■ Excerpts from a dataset
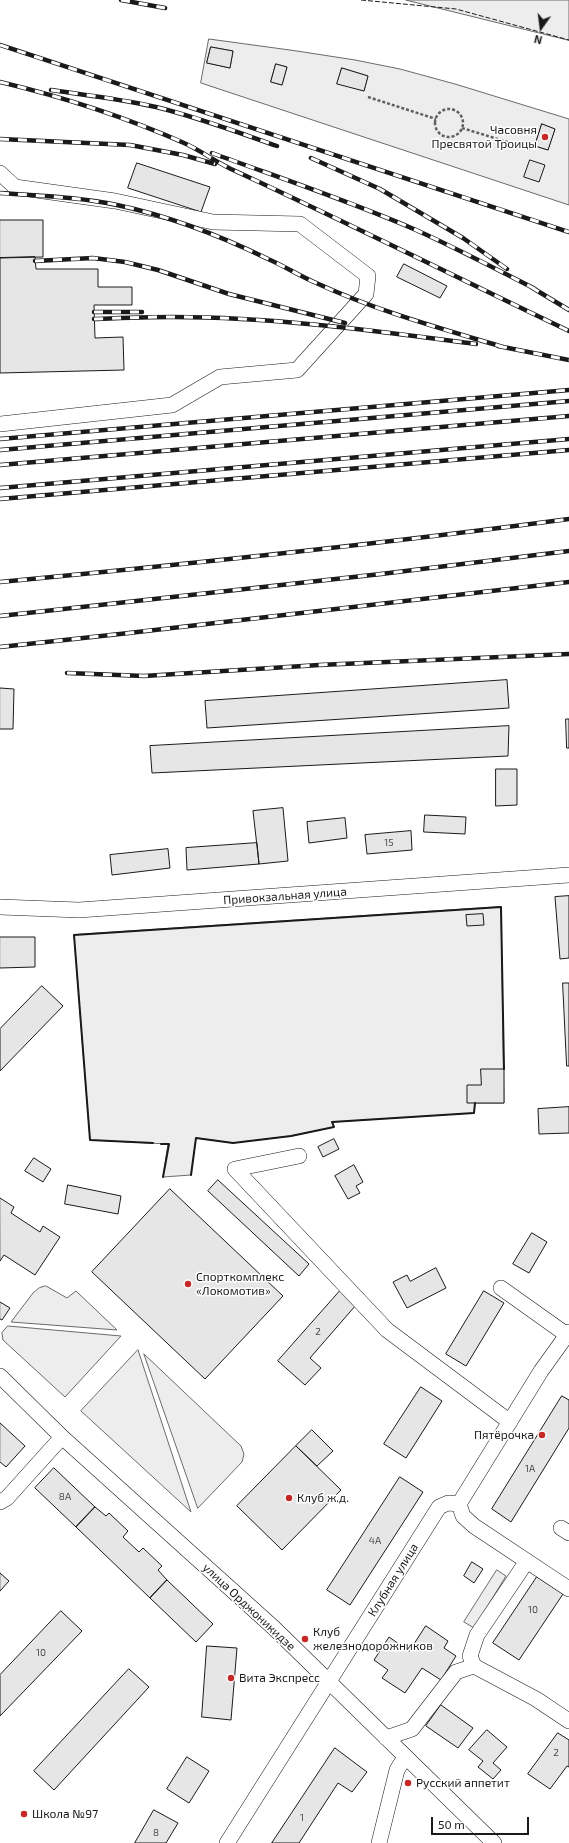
<!DOCTYPE html>
<html>
<head>
<meta charset="utf-8">
<style>
  body { margin:0 }
  #map { position:relative; width:569px; height:1843px; overflow:hidden; background:#fff; font-family:"Exo 2",sans-serif }
  canvas { display:block }
  .north { position:absolute; left:521px; top:8px; width:40px; height:40px; -webkit-text-stroke:3px #fff; paint-order:stroke; rotate:194deg; font-size:11px; font-weight:700; line-height:16px; text-align:center; color:#1a1a1a }
  .north::after { content:''; display:block; margin:auto; width:14px; height:18px; background:#1a1a1a; clip-path:polygon(50% 0,100% 100%,50% 72%,0 100%) }
  .scale { position:absolute; left:431px; top:1817px; width:98px; height:18px; box-sizing:border-box; border:2px solid #1a1a1a; border-top:0; padding-left:5px; font-size:12px; line-height:14px; white-space:nowrap; color:#1a1a1a; -webkit-text-stroke:3px #fff; paint-order:stroke }
</style>
</head>
<body>
<div id="map">
<canvas width="569" height="1843"></canvas>
<div class="north">N</div>
<div class="scale">50 m</div>
</div>
<script>
const g = document.querySelector('canvas').getContext('2d');
g.lineJoin = 'round';
function fill(path, color) { g.fillStyle = color; g.fill(path, 'evenodd'); }
function stroke(path, color, width, dash) { g.strokeStyle = color; g.lineWidth = width; g.lineCap = dash ? 'butt' : 'round'; g.setLineDash(dash || []); g.stroke(path); }
function write(font, color, halo, rows, align = 'center') {
  g.font = font + ' "Exo 2",sans-serif'; g.lineWidth = 3; g.setLineDash([]); g.textBaseline = 'middle'; g.strokeStyle = halo; g.fillStyle = color; for (const [text, x, y, turn = 0] of rows) {
    g.save(); g.translate(x, y); g.rotate((+turn || 0) * Math.PI / 180); g.textAlign = isNaN(turn) ? turn : align; if (halo) g.strokeText(text, 0, 0); g.fillText(text, 0, 0); g.restore();
  }
}
const built = new Path2D(`
  M406,0h163v40z
  M209,39l88,12 58,9 45,9 55,15 114,35v86l-368,-122zM211,47l22,4 -3,17 -23,-5zM276,64l11,3 -5,18 -11,-3zM342,68l26,8 -4,15 -26,-8zM542,124l13,5 -7,21 -13,-4z
  M501,907l3,196h-29l-1,10 -141,9 1,5 -43,9 -58,7 -37,-5 -5,37 -28,2 5,-33 -78,-4 -16,-205z
  M46,1286l21,12 9,-7 41,39 -106,-8 22,-29 6,-5z
  M8,1326l113,10 -56,61 -62,-57 -1,-7z
  M138,1350l53,162 -110,-101z
  M144,1354l97,92 3,8 -2,8 -44,46z
  M497,1570l9,6 -32,52 -10,-6z`);
fill(built, '#ededed');
stroke(built, '#6a6a6a', 1);
const building = new Path2D(`
  M211,47l22,4 -3,17 -23,-5z
  M276,64l11,3 -5,18 -11,-3z
  M342,68l26,8 -4,15 -27,-7z
  M542,124l13,5 -7,21 -13,-4z
  M530,160l15,5 -6,17 -15,-5z
  M137,163l73,24 -9,25 -73,-24z
  M0,220h43v37l-43,1z
  M35,257l1,12h62v18h34v18h-38l1,33 28,-1 1,33 -124,3v-115z
  M404,264l43,22 -7,12 -43,-21z
  M507,680l2,28 -302,20 -2,-27z
  M0,688l14,1 -1,40h-13z
  M566,719h3v29h-2z
  M509,726l-1,30 -356,17 -2,-27z
  M496,769h21v36l-21,1z
  M283,808l5,53 -29,3 -6,-53z
  M425,815l41,2 -1,17 -41,-2z
  M345,818l2,20 -38,5 -2,-21z
  M411,831l1,19 -45,4 -2,-19z
  M257,843l2,21 -72,6 -1,-22z
  M168,849l2,19 -58,7 -2,-20z
  M569,896v62l-9,1 -5,-62z
  M483,914l1,11 -17,1 -1,-11z
  M0,937h35v30l-35,1z
  M563,983h6v83h-2z
  M42,986l21,20 -63,65v-42z
  M481,1069h23v34h-37v-18h14z
  M569,1107v26l-30,1 -1,-25z
  M334,1139l5,10 -16,8 -5,-10z
  M34,1158l17,11 -8,13 -18,-11z
  M354,1165l9,17 -7,4 4,7 -12,6 -13,-23z
  M218,1180l91,84 -10,12 -91,-85z
  M68,1185l53,11 -3,18 -53,-10z
  M170,1189l113,107 -78,83 -113,-107z
  M0,1198l14,9 -3,6 29,19 3,-6 17,11 -25,38 -31,-20 -4,6z
  M532,1233l15,9 -18,31 -16,-9z
  M436,1268l10,20 -39,20 -14,-26 14,-7 3,6z
  M340,1291l16,14 -46,53 11,10 -16,17 -27,-24z
  M484,1291l20,12 -38,63 -20,-12z
  M0,1302l10,6 -8,12 -2,-1z
  M421,1387l21,14 -36,57 -22,-14z
  M562,1396l7,4v28l-58,94 -19,-13z
  M0,1423l25,23 -19,21 -6,-5z
  M312,1430l21,21 -16,15 -21,-20z
  M296,1446l45,44 -59,60 -45,-44z
  M54,1468l41,39 -19,20 -41,-39z
  M400,1477l23,15 -73,113 -23,-15z
  M95,1507l11,9 3,-3 19,18 -5,6 16,15 4,-4 19,18 -4,4 9,10 -17,18 -74,-71z
  M472,1562l11,7 -9,14 -10,-7z
  M0,1573l9,8 -9,10z
  M537,1577l26,17 -44,66 -26,-17z
  M167,1580l46,44 -17,18 -46,-44z
  M61,1611l21,20 -82,85v-41z
  M426,1626l22,15 -4,7 12,8 -15,24 -19,-12 -17,25 -23,-15 6,-8 -14,-10 15,-23 20,14z
  M207,1646l30,2 -6,72 -29,-3z
  M129,1669l20,18 -95,103 -20,-19z
  M441,1705l32,23 -15,20 -32,-22z
  M487,1730l20,17 -14,16 8,7 -8,9 -15,-12 5,-6 -14,-11z
  M558,1733l11,7v27l-2,-1 -17,23 -22,-15z
  M335,1748l32,24 -15,20 -14,-9 -39,60h-27z
  M187,1757l22,14 -20,32 -22,-14z
  M154,1810l24,13 -12,20h-31z`);
fill(building, '#e6e6e6');
stroke(building, '#1a1a1a', 1);
const minor = new Path2D(`
  M0,173l15,14 100,14 98,21 87,2 68,52 -2,18 -69,76 -77,7 -48,28 -172,19
  M0,907l79,3 490,-35
  M299,1156l-64,13 152,161 123,92
  M501,1288l66,47
  M0,1376l62,61 212,191 220,215
  M0,1502l7,-4 55,-61
  M459,1504l4,12 11,10 95,63
  M561,1528l8,5
  M527,1561l-50,74 -7,21 4,10 62,33 33,22
  M386,1738l26,-9 44,-57 18,-6
  M227,1843l212,-336 9,-4 11,1 82,-133 28,-39
  M379,1843l18,-73 8,-13`);
stroke(minor, '#1a1a1a', 16);
stroke(new Path2D(`
  M368,97l68,22
  M435 123a14 14 0 1 1 28 0a14 14 0 1 1-28 0Z
  M462,128l68,21`), '#5f5f5f', 2.5, [3, 2]);
stroke(minor, '#fff', 15);
const rail = new Path2D(`
  M121,0l44,8
  M0,45l569,187
  M0,82c63,15 125,35 184,61 16,7 30,18 47,26 113,52 225,108 338,162
  M51,90c35,5 70,9 105,17 41,10 81,25 121,39
  M0,139l130,6 53,10 32,9
  M212,153c68,25 137,48 204,77 40,18 80,39 119,59
  M311,158l69,31 83,49 44,31
  M0,193c39,3 79,4 117,12 52,11 104,31 151,54 16,7 30,16 46,23 60,28 125,46 189,65
  M35,261l58,-3 32,4 33,8 71,24 116,29
  M531,287l38,23
  M94,312h48
  M94,319c27,-1 53,-2 79,-2 102,0 203,14 303,27
  M498,346l71,14
  M0,439l569,-49
  M0,450l569,-49
  M0,465l569,-49
  M0,488l569,-49
  M0,499l569,-49
  M0,582c190,-18 380,-38 569,-63
  M0,616l381,-42 188,-23
  M0,647l129,-14 440,-51
  M67,673l77,3 175,-11 250,-11`);
stroke(rail, '#1a1a1a', 4.5);
stroke(rail, '#fff', 3, [9]);
stroke(new Path2D(`
  M361,0l95,9 113,31`), '#1a1a1a', 1, [5, 2]);
stroke(new Path2D(`
  M153,1143l-63,-3 -16,-205 427,-28 3,162
  M161,1144h8l-6,33
  M191,1175l5,-37 37,5 58,-7 43,-9 -2,-5 142,-9 1,-10`), '#1a1a1a', 2);
for (const [x, y, r, color] of [
  [545,137,4,"#c62828"],
  [188,1284,4,"#c62828"],
  [542,1435,4,"#c62828"],
  [289,1498,4,"#c62828"],
  [305,1639,4,"#c62828"],
  [231,1678,4,"#c62828"],
  [408,1783,4,"#c62828"],
  [24,1814,4,"#c62828"]
]) { const dot = new Path2D(); dot.arc(x, y, r, 0, 2 * Math.PI); g.fillStyle = color; g.fill(dot); stroke(dot, '#fff', 1.5); }
write('10px', '#4d4d4d', null, [
  ["15",389,843],
  ["2",318,1332],
  ["1А",530,1469],
  ["8А",65,1497],
  ["4А",375,1541],
  ["10",533,1610],
  ["10",41,1653],
  ["2",556,1753],
  ["1",302,1818],
  ["8",156,1833]
]);
write('12px', '#1a1a1a', '#fff', [
  ["Часовня",537,130,"right"],
  ["Пресвятой Троицы",537,144,"right"],
  ["Спорткомплекс",196,1277],
  ["«Локомотив»",196,1291],
  ["Пятёрочка",534,1435,"right"],
  ["Клуб ж.д.",297,1498],
  ["Клуб",313,1632],
  ["железнодорожников",313,1646],
  ["Вита Экспресс",239,1678],
  ["Русский аппетит",416,1783],
  ["Школа №97",32,1814]
], 'left');
write('12px', '#1a1a1a', '#fff', [
  ["Привокзальная улица",285,896,-4],
  ["Клубная улица",393,1580,-58],
  ["улица Орджоникидзе",249,1607,43]
]);
</script>
</body>
</html>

■ Exercise directions
For this exercise, output exactly the lines above from the line with "M35,257l1,12h62v18h34v18h-38l1,33 28,-1 1,33" to the line with "M312,1430l21,21 -16,15 -21,-20z", counting both, and leave out the rest.

■ Answer below
  M35,257l1,12h62v18h34v18h-38l1,33 28,-1 1,33 -124,3v-115z
  M404,264l43,22 -7,12 -43,-21z
  M507,680l2,28 -302,20 -2,-27z
  M0,688l14,1 -1,40h-13z
  M566,719h3v29h-2z
  M509,726l-1,30 -356,17 -2,-27z
  M496,769h21v36l-21,1z
  M283,808l5,53 -29,3 -6,-53z
  M425,815l41,2 -1,17 -41,-2z
  M345,818l2,20 -38,5 -2,-21z
  M411,831l1,19 -45,4 -2,-19z
  M257,843l2,21 -72,6 -1,-22z
  M168,849l2,19 -58,7 -2,-20z
  M569,896v62l-9,1 -5,-62z
  M483,914l1,11 -17,1 -1,-11z
  M0,937h35v30l-35,1z
  M563,983h6v83h-2z
  M42,986l21,20 -63,65v-42z
  M481,1069h23v34h-37v-18h14z
  M569,1107v26l-30,1 -1,-25z
  M334,1139l5,10 -16,8 -5,-10z
  M34,1158l17,11 -8,13 -18,-11z
  M354,1165l9,17 -7,4 4,7 -12,6 -13,-23z
  M218,1180l91,84 -10,12 -91,-85z
  M68,1185l53,11 -3,18 -53,-10z
  M170,1189l113,107 -78,83 -113,-107z
  M0,1198l14,9 -3,6 29,19 3,-6 17,11 -25,38 -31,-20 -4,6z
  M532,1233l15,9 -18,31 -16,-9z
  M436,1268l10,20 -39,20 -14,-26 14,-7 3,6z
  M340,1291l16,14 -46,53 11,10 -16,17 -27,-24z
  M484,1291l20,12 -38,63 -20,-12z
  M0,1302l10,6 -8,12 -2,-1z
  M421,1387l21,14 -36,57 -22,-14z
  M562,1396l7,4v28l-58,94 -19,-13z
  M0,1423l25,23 -19,21 -6,-5z
  M312,1430l21,21 -16,15 -21,-20z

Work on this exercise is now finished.